Within the entries below, every line containing "rows" is to be copied.
--- Information provided Enclosed Below ---
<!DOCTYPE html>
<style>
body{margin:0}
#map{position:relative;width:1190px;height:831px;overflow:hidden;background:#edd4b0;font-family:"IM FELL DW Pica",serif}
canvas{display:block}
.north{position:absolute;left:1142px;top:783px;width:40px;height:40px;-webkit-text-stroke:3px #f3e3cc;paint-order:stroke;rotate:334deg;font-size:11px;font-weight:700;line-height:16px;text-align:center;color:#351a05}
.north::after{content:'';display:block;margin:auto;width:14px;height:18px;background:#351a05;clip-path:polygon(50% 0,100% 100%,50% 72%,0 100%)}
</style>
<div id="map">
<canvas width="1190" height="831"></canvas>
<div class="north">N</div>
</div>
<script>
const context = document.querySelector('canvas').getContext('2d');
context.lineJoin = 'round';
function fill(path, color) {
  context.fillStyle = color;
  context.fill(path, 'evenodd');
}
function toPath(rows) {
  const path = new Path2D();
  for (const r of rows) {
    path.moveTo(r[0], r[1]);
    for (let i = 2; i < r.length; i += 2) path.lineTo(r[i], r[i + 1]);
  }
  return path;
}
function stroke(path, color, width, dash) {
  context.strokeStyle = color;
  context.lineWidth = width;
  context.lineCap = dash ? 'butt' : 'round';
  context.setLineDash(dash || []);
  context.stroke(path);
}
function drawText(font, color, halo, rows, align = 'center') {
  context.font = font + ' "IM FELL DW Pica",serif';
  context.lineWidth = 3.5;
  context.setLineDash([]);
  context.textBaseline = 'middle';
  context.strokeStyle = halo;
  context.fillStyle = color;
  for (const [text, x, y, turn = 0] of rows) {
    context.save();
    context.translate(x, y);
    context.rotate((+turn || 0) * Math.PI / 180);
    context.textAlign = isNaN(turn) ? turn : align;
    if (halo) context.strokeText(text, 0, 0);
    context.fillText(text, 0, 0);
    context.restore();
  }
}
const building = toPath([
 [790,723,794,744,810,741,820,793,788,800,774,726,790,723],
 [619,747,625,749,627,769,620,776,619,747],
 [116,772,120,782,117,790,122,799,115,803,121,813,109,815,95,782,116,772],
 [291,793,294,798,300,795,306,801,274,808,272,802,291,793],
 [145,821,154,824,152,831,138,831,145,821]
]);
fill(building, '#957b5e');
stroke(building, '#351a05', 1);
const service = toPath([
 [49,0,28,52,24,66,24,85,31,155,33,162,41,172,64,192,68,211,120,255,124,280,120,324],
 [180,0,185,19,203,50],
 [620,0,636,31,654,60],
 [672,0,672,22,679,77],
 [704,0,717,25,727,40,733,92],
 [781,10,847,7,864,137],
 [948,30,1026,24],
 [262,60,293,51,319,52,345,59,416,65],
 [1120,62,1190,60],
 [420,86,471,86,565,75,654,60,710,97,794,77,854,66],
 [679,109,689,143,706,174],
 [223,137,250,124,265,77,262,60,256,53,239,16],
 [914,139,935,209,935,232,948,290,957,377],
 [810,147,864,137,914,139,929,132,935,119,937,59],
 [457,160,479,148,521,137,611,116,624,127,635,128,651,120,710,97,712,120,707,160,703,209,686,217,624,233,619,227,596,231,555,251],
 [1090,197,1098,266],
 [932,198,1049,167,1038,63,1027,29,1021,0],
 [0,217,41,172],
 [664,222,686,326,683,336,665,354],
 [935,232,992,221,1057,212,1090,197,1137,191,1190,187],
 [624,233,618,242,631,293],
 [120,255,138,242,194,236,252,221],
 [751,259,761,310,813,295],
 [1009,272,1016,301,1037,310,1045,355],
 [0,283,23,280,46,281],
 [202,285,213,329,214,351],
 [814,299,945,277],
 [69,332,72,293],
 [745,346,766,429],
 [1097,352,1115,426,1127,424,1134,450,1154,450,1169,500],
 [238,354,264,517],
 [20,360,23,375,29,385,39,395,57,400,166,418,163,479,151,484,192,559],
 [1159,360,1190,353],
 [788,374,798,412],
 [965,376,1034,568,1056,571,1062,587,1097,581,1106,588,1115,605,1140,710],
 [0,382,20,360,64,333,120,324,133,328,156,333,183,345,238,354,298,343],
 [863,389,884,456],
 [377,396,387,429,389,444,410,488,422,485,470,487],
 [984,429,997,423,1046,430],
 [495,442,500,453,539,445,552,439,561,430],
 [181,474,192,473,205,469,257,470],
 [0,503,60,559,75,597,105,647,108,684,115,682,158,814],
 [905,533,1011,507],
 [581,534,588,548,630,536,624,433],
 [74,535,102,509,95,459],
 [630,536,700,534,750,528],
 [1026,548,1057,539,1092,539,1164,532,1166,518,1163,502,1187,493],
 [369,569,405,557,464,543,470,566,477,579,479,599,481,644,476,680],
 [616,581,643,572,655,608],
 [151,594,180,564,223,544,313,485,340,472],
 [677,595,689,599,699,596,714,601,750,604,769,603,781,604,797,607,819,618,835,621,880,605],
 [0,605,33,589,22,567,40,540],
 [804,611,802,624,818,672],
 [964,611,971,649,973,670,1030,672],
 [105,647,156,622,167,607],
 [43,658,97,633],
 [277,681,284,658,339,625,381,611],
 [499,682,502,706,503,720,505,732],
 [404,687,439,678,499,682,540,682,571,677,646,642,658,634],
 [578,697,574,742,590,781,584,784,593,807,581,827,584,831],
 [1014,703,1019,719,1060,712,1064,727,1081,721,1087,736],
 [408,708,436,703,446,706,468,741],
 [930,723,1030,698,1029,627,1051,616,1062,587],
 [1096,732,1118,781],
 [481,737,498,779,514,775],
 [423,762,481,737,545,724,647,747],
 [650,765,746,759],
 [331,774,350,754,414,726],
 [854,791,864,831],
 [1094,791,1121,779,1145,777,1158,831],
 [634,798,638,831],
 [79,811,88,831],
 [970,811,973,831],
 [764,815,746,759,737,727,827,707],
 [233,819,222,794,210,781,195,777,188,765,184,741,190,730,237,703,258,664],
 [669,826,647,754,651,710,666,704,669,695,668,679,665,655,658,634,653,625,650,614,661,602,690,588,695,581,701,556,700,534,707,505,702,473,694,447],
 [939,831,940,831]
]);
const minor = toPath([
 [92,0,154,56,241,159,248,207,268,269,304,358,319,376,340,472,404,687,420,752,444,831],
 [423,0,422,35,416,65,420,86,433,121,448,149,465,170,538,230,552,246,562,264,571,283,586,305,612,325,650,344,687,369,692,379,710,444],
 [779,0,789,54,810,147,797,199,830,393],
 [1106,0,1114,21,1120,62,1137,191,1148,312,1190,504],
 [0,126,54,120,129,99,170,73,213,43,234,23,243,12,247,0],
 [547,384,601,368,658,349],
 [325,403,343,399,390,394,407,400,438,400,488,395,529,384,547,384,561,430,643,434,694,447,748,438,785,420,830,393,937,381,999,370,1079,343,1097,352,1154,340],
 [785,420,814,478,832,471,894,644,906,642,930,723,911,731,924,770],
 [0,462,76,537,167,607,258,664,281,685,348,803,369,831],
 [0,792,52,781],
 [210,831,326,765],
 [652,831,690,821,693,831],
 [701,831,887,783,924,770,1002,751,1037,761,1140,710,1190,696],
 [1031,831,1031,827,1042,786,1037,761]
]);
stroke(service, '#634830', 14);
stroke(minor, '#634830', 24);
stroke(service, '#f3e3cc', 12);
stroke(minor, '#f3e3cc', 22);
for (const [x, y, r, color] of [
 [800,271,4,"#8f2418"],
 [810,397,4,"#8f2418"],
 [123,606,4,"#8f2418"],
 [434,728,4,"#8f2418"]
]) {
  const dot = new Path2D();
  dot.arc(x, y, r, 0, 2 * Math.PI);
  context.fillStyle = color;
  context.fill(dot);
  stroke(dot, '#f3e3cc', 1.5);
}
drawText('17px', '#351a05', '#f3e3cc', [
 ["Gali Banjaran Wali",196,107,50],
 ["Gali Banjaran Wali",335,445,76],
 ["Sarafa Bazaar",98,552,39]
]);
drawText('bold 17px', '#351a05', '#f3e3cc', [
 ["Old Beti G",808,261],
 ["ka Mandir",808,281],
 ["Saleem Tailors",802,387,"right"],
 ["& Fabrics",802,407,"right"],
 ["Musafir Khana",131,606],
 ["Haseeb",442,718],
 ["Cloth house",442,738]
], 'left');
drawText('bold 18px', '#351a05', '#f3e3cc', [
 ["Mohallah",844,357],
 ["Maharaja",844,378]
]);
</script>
--- End of Enclosed Information provided ---
▶ Response to this task:
function toPath(rows) {
  for (const r of rows) {
function drawText(font, color, halo, rows, align = 'center') {
  for (const [text, x, y, turn = 0] of rows) {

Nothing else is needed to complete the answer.